§ Entries provided
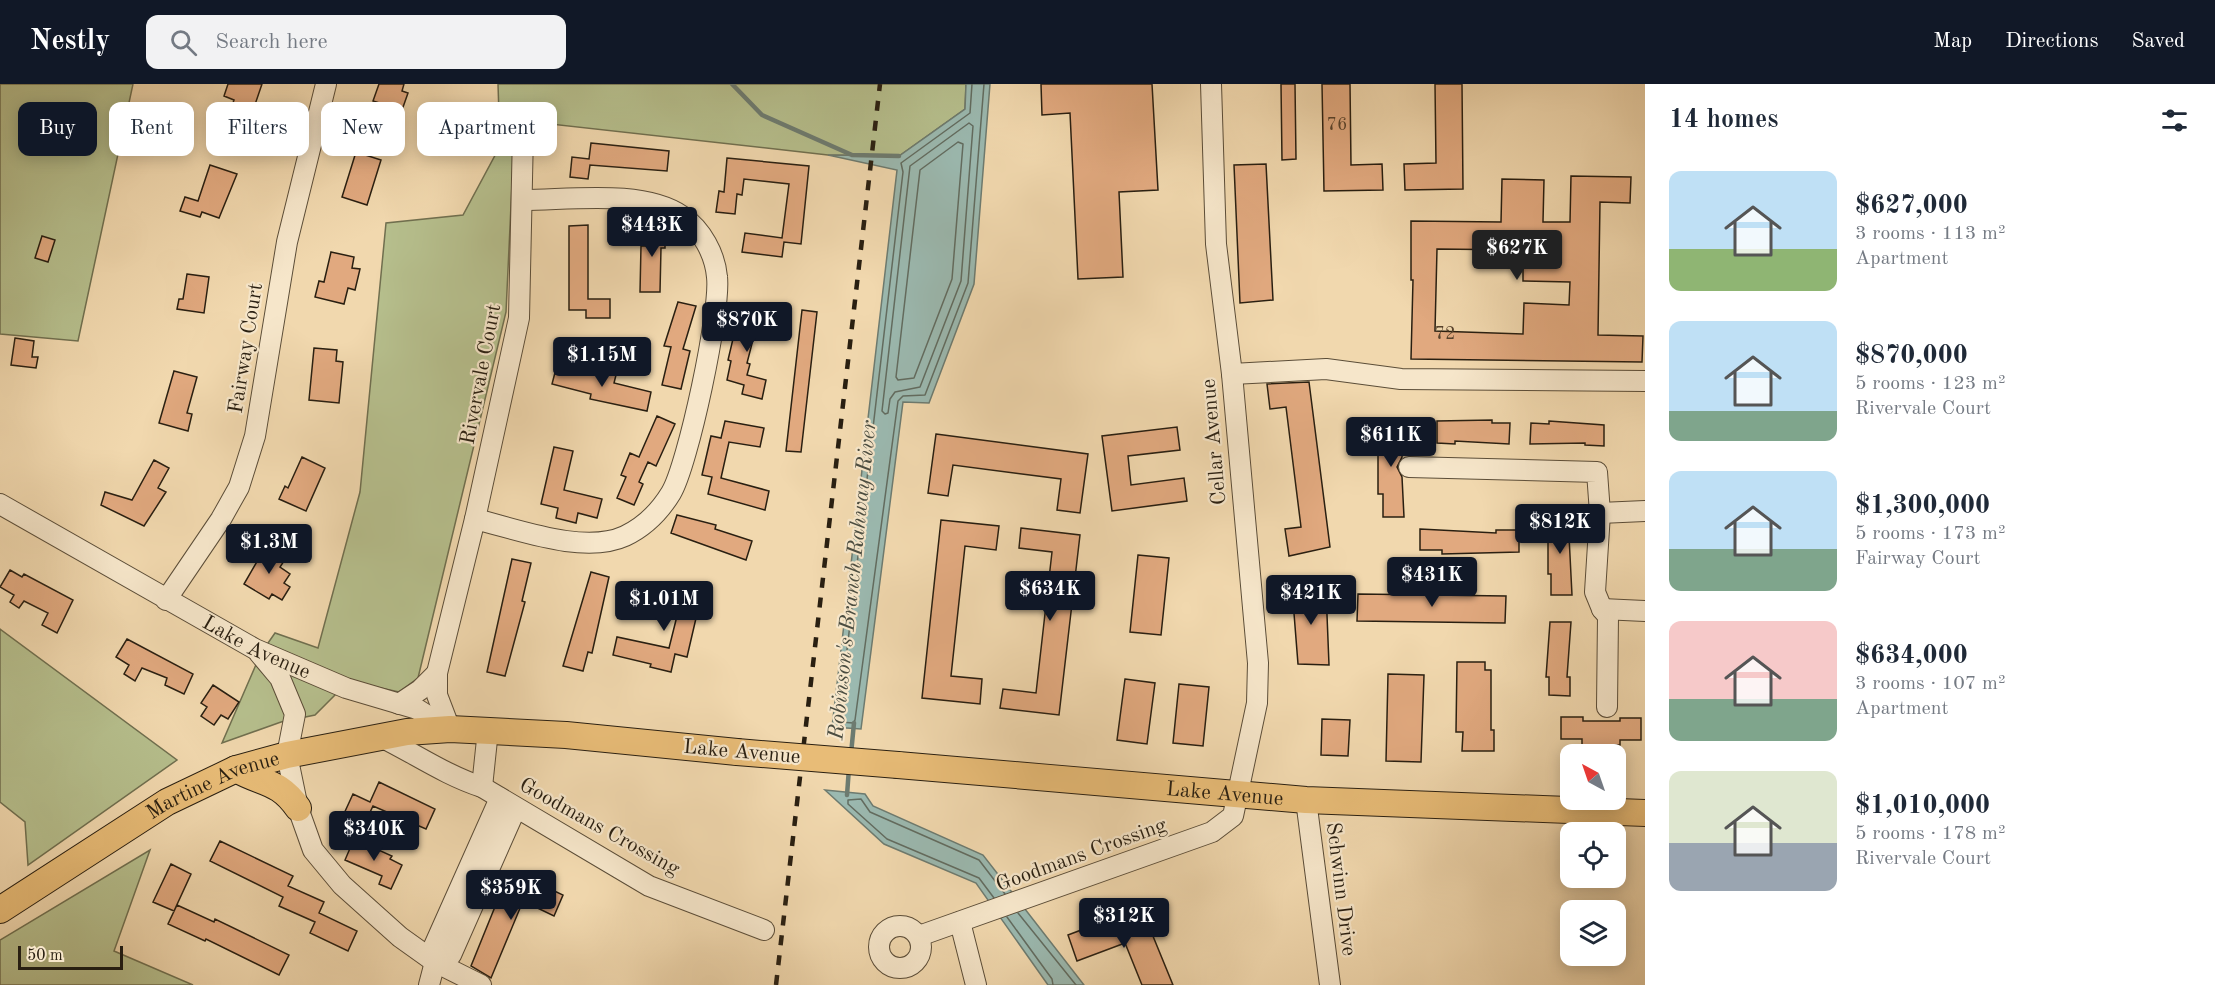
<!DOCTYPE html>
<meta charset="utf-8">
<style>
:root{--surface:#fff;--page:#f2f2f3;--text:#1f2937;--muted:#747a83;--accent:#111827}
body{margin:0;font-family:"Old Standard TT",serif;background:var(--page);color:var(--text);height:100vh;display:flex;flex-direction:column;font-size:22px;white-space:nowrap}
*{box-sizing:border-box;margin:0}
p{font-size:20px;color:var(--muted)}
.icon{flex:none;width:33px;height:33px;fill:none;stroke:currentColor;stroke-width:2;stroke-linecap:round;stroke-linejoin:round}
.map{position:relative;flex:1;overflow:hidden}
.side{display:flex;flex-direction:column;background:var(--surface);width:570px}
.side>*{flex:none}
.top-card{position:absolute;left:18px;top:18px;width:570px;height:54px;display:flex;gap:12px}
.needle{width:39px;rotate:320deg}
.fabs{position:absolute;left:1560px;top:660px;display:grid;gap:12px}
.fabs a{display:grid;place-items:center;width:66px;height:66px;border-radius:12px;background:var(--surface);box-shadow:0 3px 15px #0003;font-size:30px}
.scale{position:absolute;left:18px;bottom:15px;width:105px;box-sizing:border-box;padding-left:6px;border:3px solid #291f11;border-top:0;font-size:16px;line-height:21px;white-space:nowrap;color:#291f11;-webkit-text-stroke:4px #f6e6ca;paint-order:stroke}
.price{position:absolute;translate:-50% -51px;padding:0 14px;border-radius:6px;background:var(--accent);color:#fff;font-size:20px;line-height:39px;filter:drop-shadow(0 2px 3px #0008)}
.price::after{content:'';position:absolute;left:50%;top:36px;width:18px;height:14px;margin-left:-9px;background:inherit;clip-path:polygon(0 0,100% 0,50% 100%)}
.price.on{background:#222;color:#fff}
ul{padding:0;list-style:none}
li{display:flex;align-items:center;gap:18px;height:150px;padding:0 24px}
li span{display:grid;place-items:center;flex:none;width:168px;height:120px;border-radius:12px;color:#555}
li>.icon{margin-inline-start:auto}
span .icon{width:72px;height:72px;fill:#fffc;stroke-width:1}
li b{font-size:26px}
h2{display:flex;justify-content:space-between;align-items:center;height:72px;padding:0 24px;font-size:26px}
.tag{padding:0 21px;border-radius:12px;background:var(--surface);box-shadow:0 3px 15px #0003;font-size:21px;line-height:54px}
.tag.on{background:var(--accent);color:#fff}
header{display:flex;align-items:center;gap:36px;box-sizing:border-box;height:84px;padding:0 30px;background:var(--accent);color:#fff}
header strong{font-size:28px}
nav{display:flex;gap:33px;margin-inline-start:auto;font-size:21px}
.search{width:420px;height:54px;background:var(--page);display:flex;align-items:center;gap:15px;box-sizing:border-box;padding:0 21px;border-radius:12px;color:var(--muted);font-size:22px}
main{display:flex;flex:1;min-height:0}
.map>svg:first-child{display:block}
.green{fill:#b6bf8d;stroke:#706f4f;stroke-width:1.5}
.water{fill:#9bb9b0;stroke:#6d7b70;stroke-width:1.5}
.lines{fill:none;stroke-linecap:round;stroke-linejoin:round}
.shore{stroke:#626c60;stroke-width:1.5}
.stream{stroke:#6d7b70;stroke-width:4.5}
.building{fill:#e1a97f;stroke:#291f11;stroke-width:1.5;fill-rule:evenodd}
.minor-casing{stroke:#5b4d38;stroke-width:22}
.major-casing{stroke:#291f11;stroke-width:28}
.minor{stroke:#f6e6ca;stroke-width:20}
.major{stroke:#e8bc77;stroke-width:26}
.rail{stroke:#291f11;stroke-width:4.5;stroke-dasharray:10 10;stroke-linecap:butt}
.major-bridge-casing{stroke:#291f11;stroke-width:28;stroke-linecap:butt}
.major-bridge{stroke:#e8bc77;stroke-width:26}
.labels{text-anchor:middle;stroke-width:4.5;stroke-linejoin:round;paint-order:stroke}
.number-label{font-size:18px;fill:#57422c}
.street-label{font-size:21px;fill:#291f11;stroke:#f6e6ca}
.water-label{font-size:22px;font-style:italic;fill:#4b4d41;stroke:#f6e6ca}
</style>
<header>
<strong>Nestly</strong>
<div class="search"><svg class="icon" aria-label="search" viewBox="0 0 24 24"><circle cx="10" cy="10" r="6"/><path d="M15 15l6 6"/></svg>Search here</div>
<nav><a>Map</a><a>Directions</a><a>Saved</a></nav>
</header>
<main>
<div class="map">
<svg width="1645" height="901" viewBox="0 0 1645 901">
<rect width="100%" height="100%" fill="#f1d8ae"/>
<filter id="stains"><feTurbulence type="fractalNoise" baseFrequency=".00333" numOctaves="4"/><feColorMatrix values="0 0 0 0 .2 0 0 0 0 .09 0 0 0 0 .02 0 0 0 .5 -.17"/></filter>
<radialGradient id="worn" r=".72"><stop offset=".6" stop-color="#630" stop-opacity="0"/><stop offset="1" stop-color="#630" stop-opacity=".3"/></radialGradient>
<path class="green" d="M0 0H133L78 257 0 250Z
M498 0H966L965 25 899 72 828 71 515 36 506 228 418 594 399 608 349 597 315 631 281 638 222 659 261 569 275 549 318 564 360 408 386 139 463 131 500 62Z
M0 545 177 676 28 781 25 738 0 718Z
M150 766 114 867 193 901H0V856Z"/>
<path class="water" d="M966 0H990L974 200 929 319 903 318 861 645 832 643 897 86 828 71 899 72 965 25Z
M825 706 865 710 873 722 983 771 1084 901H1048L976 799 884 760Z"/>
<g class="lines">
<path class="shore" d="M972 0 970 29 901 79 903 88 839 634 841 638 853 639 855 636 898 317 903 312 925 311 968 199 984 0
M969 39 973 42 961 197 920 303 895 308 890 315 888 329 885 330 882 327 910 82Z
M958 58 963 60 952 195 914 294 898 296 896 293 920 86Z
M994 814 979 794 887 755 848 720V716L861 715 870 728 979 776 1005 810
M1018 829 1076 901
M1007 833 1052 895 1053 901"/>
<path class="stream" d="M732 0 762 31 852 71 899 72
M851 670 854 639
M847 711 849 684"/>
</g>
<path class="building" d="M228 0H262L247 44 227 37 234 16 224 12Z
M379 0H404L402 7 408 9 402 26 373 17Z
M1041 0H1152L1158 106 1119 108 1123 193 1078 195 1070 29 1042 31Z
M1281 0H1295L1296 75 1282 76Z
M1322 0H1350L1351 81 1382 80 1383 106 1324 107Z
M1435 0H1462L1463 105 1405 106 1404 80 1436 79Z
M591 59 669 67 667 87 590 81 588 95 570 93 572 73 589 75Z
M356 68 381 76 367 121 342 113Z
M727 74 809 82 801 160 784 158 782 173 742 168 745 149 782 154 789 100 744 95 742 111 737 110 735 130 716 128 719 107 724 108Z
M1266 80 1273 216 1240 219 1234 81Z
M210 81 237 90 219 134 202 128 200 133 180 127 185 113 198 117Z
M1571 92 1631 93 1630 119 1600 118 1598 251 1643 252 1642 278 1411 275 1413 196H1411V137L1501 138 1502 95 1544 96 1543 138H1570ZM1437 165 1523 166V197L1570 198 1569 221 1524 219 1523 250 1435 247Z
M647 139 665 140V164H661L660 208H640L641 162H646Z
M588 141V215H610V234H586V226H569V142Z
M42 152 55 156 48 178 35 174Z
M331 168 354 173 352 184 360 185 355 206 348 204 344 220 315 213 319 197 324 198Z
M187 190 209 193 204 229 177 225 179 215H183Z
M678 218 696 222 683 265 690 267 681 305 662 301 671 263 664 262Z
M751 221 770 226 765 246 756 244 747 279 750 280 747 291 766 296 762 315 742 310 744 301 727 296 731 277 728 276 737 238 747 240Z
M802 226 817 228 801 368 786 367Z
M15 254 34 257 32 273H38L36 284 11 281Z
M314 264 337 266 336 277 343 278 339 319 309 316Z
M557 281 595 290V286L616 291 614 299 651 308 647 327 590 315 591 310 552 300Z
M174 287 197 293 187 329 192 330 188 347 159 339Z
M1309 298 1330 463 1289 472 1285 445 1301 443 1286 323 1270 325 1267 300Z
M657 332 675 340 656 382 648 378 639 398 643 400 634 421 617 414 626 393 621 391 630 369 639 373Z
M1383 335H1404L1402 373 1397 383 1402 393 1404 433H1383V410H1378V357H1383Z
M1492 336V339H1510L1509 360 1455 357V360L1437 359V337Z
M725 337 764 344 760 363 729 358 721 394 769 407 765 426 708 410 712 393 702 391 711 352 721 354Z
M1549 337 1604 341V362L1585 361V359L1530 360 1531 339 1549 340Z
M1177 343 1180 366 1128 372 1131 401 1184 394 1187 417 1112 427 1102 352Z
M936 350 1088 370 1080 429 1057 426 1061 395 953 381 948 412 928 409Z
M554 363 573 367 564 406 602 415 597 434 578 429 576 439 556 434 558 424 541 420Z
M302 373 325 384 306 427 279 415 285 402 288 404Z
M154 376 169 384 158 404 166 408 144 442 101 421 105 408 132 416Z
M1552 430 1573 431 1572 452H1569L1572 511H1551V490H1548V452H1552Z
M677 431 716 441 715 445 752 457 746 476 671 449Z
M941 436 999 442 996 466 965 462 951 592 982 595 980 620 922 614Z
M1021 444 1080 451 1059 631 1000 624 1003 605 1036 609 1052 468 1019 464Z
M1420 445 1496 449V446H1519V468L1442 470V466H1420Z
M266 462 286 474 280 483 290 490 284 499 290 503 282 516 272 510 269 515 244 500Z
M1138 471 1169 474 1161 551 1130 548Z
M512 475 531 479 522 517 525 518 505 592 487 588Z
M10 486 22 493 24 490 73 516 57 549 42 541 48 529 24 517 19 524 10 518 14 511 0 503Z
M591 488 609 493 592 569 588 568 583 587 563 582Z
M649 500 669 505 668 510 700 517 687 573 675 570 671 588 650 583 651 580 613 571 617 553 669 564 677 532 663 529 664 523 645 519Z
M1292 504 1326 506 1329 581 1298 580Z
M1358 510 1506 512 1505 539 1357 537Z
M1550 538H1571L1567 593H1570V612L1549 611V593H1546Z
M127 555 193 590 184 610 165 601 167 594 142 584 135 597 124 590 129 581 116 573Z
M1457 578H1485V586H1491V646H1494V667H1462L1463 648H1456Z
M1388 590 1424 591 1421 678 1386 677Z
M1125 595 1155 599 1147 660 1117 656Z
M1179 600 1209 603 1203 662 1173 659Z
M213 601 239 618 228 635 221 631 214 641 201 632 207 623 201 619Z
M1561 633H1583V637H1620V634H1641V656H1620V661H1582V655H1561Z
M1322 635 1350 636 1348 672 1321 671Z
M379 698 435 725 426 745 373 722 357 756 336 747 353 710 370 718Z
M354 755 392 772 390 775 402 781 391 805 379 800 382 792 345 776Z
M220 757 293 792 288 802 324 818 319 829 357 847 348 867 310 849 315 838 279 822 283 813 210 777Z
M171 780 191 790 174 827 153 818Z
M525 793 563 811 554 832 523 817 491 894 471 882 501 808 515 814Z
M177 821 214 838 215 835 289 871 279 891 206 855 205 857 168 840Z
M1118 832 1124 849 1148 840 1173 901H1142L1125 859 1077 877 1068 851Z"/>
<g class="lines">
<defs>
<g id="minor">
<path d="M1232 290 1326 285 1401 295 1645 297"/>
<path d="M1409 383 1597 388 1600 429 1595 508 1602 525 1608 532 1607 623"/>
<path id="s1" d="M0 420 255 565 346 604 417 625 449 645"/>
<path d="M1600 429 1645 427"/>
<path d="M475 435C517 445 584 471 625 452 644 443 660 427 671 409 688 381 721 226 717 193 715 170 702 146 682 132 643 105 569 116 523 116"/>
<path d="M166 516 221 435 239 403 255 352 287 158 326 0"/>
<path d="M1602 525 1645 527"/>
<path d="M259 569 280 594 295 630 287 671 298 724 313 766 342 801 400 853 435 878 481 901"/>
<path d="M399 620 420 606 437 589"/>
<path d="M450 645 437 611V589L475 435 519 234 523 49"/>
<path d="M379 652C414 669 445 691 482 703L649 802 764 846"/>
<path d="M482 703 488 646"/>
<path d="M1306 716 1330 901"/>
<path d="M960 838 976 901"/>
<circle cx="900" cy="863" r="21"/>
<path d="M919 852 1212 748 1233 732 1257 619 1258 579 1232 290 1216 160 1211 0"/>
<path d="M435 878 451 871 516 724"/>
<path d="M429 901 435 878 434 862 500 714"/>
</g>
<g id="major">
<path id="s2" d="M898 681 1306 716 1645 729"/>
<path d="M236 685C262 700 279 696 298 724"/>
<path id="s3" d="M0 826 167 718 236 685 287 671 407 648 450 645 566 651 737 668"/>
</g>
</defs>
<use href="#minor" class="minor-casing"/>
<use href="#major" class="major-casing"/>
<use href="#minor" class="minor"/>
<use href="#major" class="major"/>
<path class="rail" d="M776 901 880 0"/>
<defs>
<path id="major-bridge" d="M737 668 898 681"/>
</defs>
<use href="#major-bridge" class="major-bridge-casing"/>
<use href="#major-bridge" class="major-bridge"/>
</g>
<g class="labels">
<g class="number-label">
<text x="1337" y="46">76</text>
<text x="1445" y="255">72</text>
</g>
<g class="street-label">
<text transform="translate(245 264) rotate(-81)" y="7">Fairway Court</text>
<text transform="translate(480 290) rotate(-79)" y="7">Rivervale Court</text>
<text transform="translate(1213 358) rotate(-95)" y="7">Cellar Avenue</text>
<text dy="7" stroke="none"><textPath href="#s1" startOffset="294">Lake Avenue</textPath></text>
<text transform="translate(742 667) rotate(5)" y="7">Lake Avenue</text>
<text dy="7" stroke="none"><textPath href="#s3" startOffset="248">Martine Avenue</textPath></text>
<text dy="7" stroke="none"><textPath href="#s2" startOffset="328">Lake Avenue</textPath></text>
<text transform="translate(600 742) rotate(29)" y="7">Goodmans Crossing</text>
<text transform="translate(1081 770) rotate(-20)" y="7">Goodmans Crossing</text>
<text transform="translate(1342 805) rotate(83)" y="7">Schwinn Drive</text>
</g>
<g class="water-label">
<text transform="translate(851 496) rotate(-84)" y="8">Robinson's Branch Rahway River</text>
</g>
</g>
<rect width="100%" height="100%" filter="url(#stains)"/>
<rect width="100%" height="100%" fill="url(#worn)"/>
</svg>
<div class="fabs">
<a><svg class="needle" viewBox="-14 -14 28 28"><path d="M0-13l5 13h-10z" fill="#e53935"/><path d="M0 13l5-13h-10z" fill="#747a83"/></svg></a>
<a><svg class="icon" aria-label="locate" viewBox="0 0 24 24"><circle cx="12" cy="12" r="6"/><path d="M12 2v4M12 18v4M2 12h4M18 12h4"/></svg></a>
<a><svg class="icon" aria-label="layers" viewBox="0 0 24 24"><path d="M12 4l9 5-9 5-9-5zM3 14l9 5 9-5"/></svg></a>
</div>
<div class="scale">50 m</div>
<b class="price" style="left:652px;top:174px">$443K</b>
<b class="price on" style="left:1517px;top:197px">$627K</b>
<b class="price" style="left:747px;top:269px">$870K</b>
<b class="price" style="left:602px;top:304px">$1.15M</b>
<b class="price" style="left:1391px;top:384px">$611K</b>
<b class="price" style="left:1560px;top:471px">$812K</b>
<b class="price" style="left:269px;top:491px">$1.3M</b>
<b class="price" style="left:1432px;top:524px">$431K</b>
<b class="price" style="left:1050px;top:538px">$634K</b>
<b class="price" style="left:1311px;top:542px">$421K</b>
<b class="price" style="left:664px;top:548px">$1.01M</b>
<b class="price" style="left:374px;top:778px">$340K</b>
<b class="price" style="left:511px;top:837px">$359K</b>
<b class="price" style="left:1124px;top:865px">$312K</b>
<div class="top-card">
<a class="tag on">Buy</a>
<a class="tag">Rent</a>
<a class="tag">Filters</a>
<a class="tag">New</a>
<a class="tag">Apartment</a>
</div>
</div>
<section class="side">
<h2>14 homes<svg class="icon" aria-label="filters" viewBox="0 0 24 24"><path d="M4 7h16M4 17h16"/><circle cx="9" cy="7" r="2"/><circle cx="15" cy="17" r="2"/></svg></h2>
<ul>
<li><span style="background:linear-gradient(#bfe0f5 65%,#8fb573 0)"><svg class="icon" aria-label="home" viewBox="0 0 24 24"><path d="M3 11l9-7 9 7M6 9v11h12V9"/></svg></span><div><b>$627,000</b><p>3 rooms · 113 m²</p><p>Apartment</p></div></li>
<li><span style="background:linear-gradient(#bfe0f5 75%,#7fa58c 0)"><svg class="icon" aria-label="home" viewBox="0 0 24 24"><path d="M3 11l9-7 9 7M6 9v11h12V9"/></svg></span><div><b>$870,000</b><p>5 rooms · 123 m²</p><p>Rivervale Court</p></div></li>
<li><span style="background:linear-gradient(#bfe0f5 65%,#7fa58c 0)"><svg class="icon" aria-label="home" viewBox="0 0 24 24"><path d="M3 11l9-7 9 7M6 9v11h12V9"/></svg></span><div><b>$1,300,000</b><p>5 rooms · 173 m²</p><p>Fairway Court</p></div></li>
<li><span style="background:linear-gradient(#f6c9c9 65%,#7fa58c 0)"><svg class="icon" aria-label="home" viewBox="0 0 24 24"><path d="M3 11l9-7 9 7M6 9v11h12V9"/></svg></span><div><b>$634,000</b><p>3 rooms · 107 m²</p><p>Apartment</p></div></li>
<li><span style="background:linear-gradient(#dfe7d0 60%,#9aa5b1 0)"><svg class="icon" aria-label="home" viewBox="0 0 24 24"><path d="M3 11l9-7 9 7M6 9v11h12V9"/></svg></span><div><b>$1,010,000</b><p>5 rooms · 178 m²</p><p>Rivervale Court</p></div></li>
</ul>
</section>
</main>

§ Directions for this task
Work through the entries, filtering for the string "linecap", and copy each line that holds it.

§ Written reply
.icon{flex:none;width:33px;height:33px;fill:none;stroke:currentColor;stroke-width:2;stroke-linecap:round;stroke-linejoin:round}
.lines{fill:none;stroke-linecap:round;stroke-linejoin:round}
.rail{stroke:#291f11;stroke-width:4.5;stroke-dasharray:10 10;stroke-linecap:butt}
.major-bridge-casing{stroke:#291f11;stroke-width:28;stroke-linecap:butt}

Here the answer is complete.